As discussed in the previous section and (1), each unit training depend on the input value of the unit with training method of the NN that is used in the present system. Additionally, the coefficients of the NN change in small steps at every training step. Thus, we believe that Parameters G, r, and 𝑞 may be used to modify NN training appropriately.

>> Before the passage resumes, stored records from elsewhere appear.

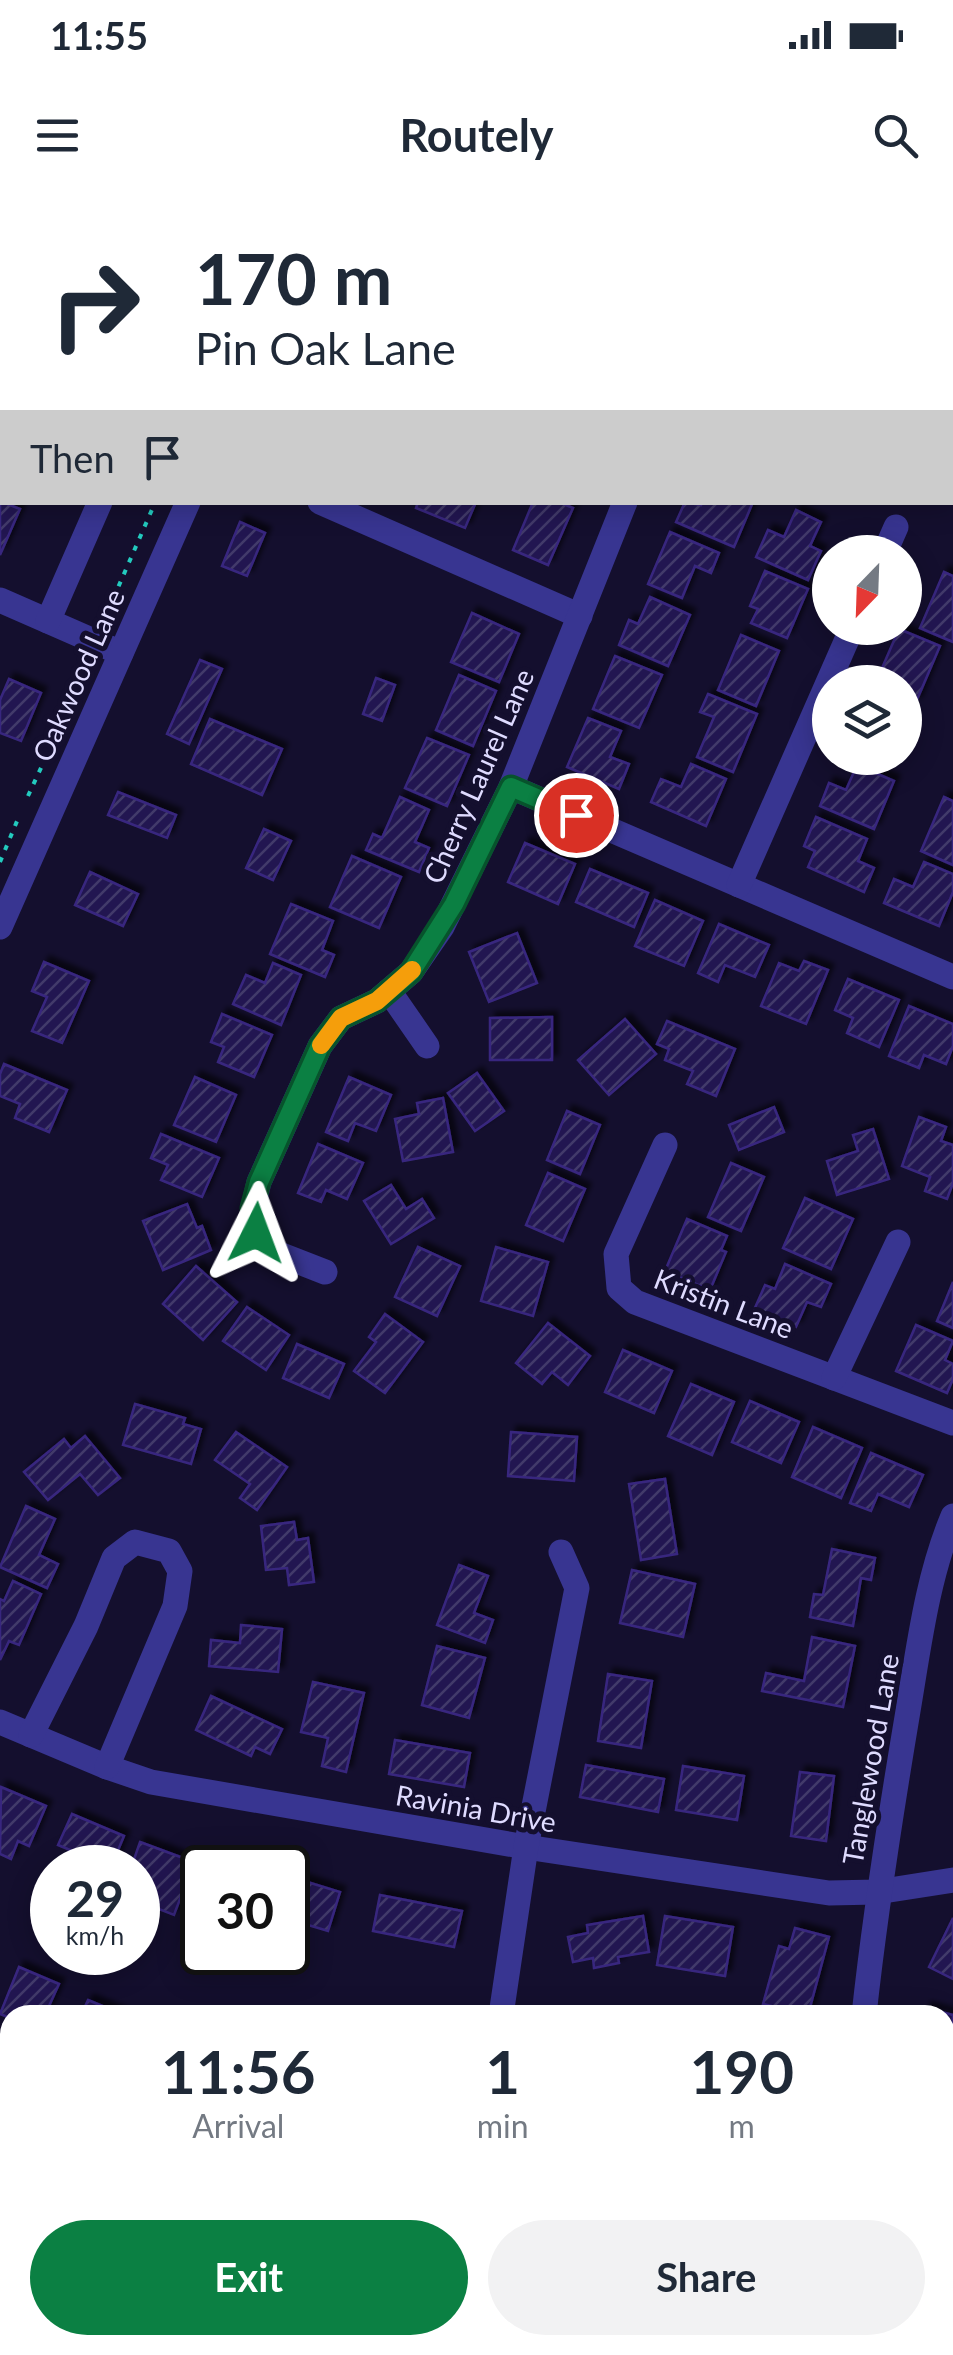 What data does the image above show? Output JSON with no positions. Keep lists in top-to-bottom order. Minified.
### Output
{"streets":{"street":["Oakwood Lane","Cherry Laurel Lane","Kristin Lane","Tanglewood Lane","Ravinia Drive"]},"crossings":[["Tanglewood Lane","Ravinia Drive"]],"north":"bottom left","page":{"status":"11:55","header":"Routely","turn":["170 m","Pin Oak Lane"],"then":"Then","speed":"29 km/h","limit":"30","eta":["11:56","Arrival","1","min","190","m"],"buttons":["Exit","Share"]}} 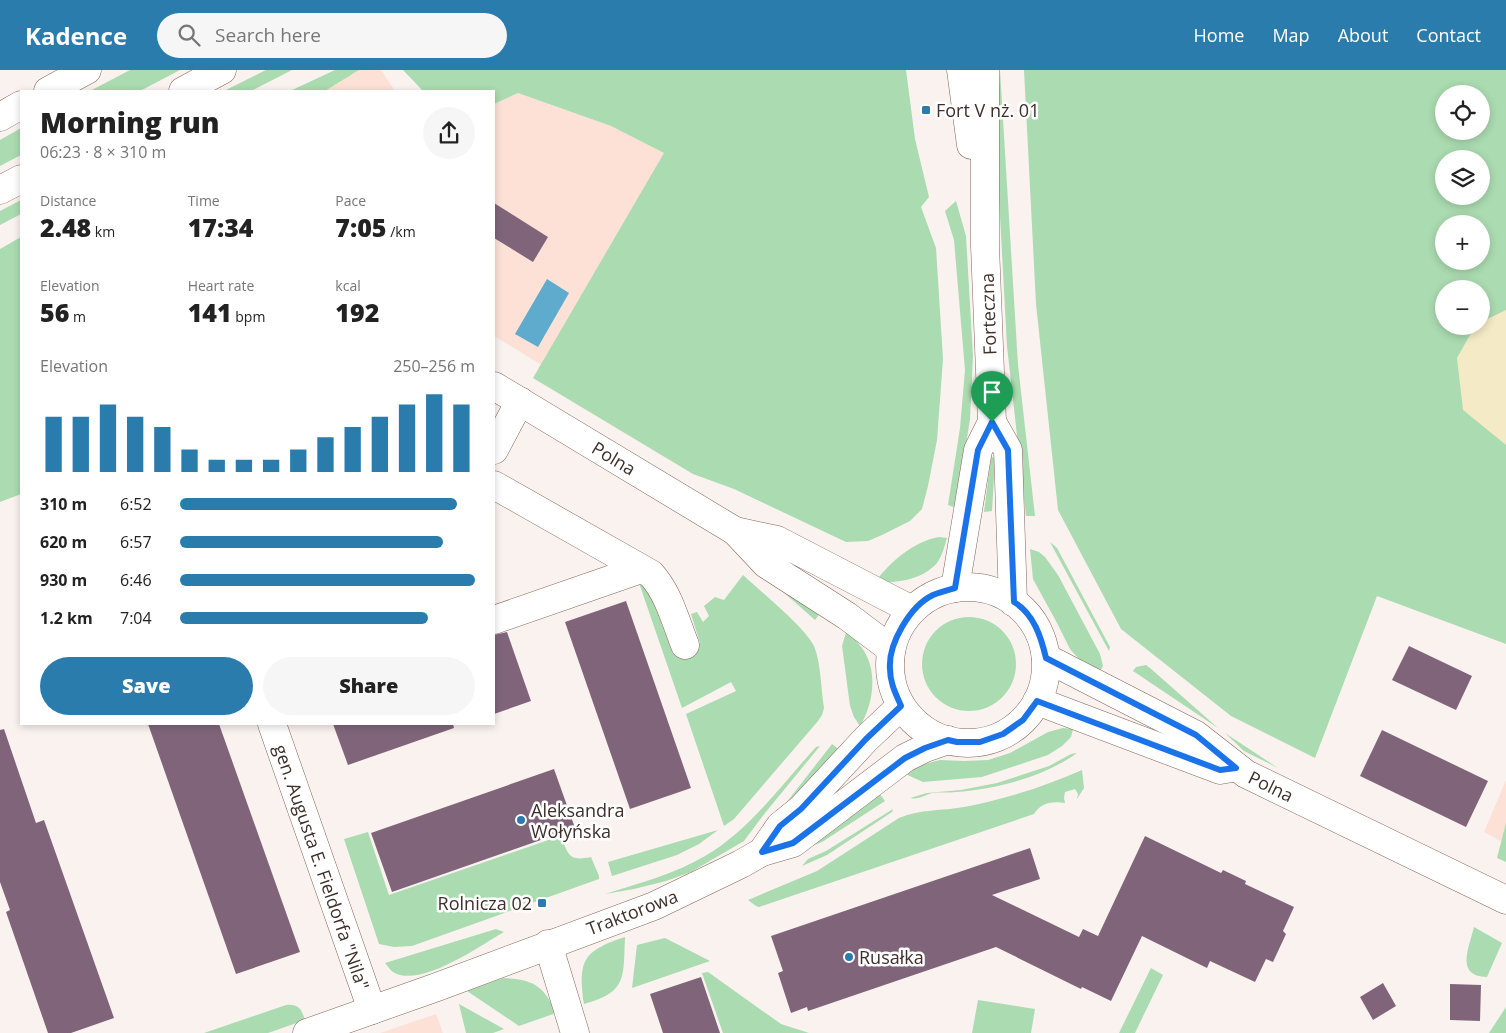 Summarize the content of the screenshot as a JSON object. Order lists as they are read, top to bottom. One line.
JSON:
{"streets":{"street":["Forteczna","Polna","gen. Augusta E. Fieldorfa \"Nila\"","Traktorowa"]},"crossings":[["Forteczna","Polna"],["Forteczna","Traktorowa"],["Polna","Traktorowa"],["gen. Augusta E. Fieldorfa \"Nila\"","Traktorowa"]],"places":{"transit":["Fort V nż. 01","Rolnicza 02"],"other":["Aleksandra Wołyńska","Rusałka"]},"page":{"header":"Kadence","search":"Search here","nav":["Home","Map","About","Contact"],"map_buttons":["+","−"],"heading":["Morning run","06:23 · 8 × 310 m"],"stats":[["Distance","2.48 km"],["Time","17:34"],["Pace","7:05 /km"],["Elevation","56 m"],["Heart rate","141 bpm"],["kcal","192"]],"chart":["Elevation","250–256 m"],"list":[{"name":"310 m","note":"6:52"},{"name":"620 m","note":"6:57"},{"name":"930 m","note":"6:46"},{"name":"1.2 km","note":"7:04"}],"buttons":["Save","Share"]}} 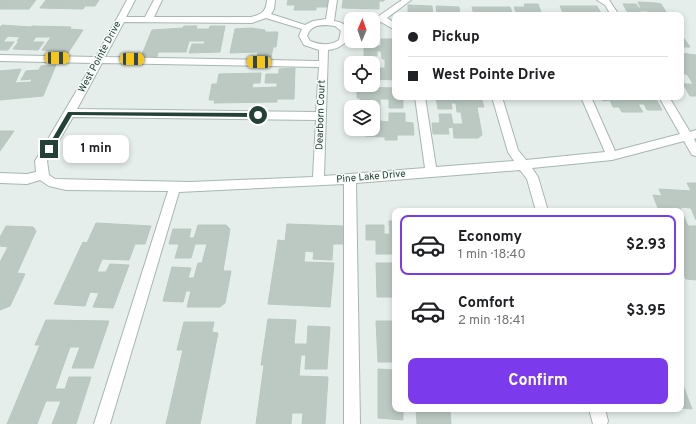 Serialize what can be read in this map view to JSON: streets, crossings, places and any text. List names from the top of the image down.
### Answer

The system described by Smith et al. [37] targets finger flexion/extension individually with an estimating precision of ~11% using 15 sEMG channels. In contrast, the present system can train a dynamical system at a similar level of precision (7.1~11.8%) in the case of Motion Set 1 (which is equivalent to Smith’s motion set), but using only 4 sEMG channels, due to the proposed NN system structure with time delay, feedback, and some coefficients. This is a large advantage with respect to the sEMG system and provides a convenient interface system. With this structure, the system can train the essential sEMG-finger joint angle system and the system can thus accurately estimate angles with little sEMG information.

6. Conclusions

This paper presents a finger joint angle estimation system based on sEMG. The type of information provided by sEMG is very useful not only for creating and using robot hands but also as a rehabilitation interface; however, the relationship between sEMG and finger joint angles is complex. In order to train the sEMG-finger joint angle dynamic system, the estimation system adopts time delay and a feedback stream with specific system parameters.

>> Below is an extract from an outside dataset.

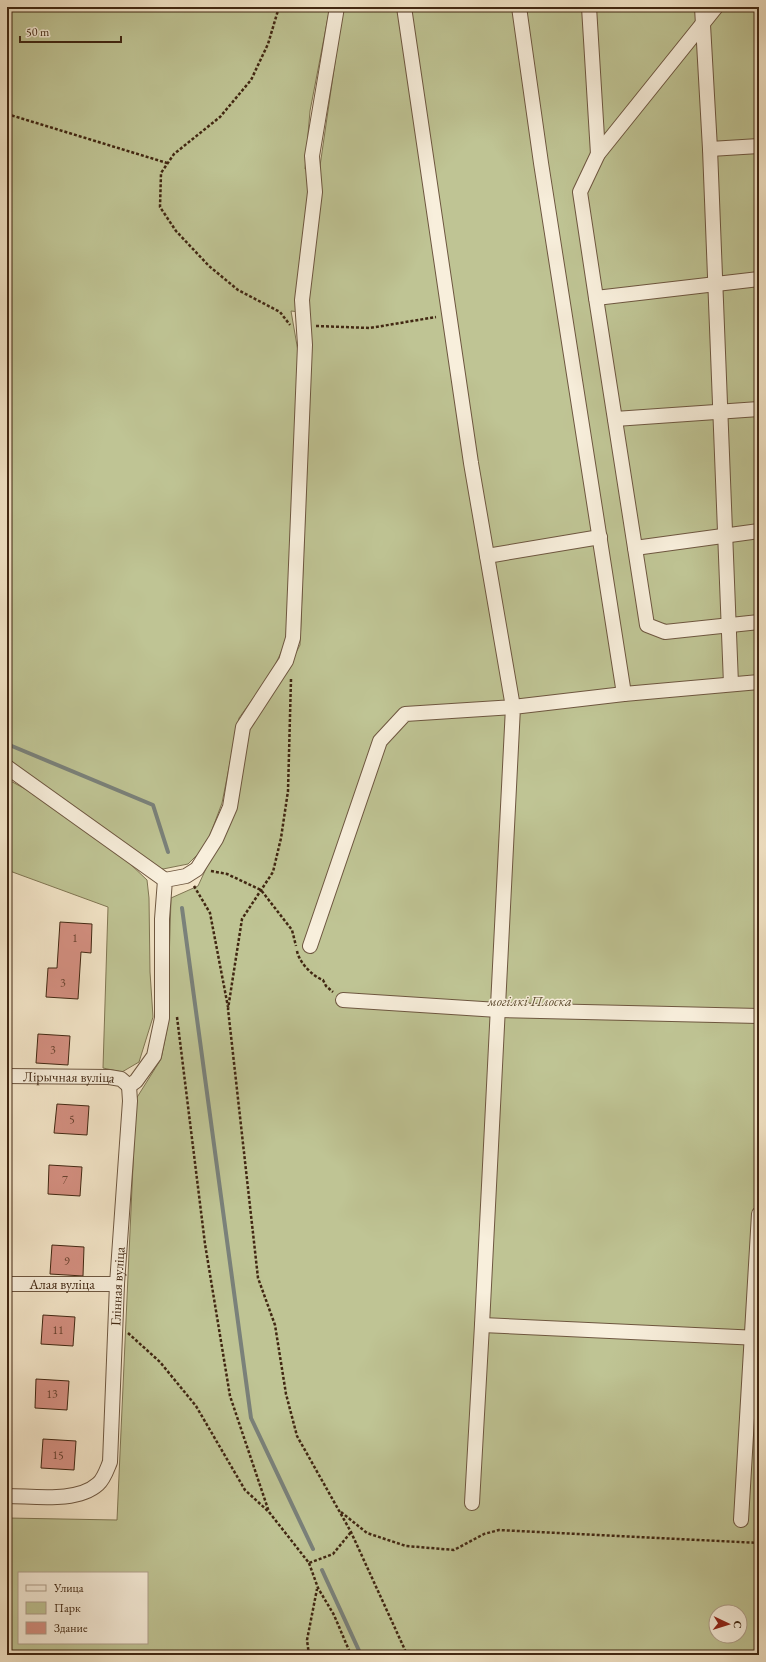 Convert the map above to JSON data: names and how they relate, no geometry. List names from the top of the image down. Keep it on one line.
{"streets":{"street":["Лірычная вуліца","Алая вуліца","Глінная вуліца"]},"crossings":[["Лірычная вуліца","Глінная вуліца"],["Алая вуліца","Глінная вуліца"]],"parks":["могілкі Плоска"],"house_numbers":["1","3","3","5","7","9","11","13","15"],"legend":["Улица","Парк","Здание"],"scale_bar":"50 m","north":"right"}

We tested the proposed system with 5 subjects using 2 types of finger motion sets for each subject: (1) individual flexion and extension of all fingers and (2) flexion and extension of all fingers individually and together. For each subject and motion set, 1000 system parameter sets were used to establish the estimation system by random search and to set the parameters such that they produce results with the smallest error (i.e, the optimal solution). Furthermore, in order to analyze solution behavior around an optimal point, local analysis was carried out for single subjects.

From the results of the above, certain characteristics of the 6 system parameters were defined. While time delay parameters 𝑛 and must be selected for the subject or motion set, the value of 𝑚 is sufficient at a certain level (in the present experimental results, 20). Gain parameters G, r, and 𝑞 should be large, large, and small, respectively.

The proposal system achieved the continuous multifinger joint angle estimation from sEMG. The angle estimation system has high versatility rather than pattern recognition system. In addition, multijoints estimation is important for controlling robotic device comparing with single-joint estimation [35, 36]. Furthermore, in case of Motion Set 1, the proposed system achieved a 7.1–11.8% RMS error in its estimation. This accuracy is approximately same level achieved by the system described by Smith et al. [37]; however, while Smith’s system uses 15 sEMG channels, the proposed system is able to use only 4 due to the proposed NN system structure with time delay, feedback, and certain coefficients. This is a large advantage of our sEMG system, which provides a convenient interface system.

The results of the present experiments (Table 4) indicate that the proposed system can be applied to many subjects, that is, it is universal. The system introduced in this paper can be used in other applications for controlling humanoid robot hands, especially with regard to fingertip position, fingertip force, and wrist posture. It is useful and helpful for controlling devices used to assist rehabilitation or for estimating the degree of recovery in patients undergoing rehabilitation.

Abbreviations

Abd:Abduction-adduction
BMI:Brain machine interface
DIP:Distal interphalangeal
EEG:Electroencephalogram
MP:Metacarpophalangeal
NN:Neural network
PIP:Proximal interphalangeal
RMS:Root means square
sEMG:Surface electromyogram
WL:Waveform length.

Conflict of Interests

The authors declare that they have no competing interests.

Authors’ Contribution

M. Hioki designed the system and experiments, conducted data collection and analysis, and wrote the paper. H. Kawasaki supervised the study. Both authors have read and approved the final paper.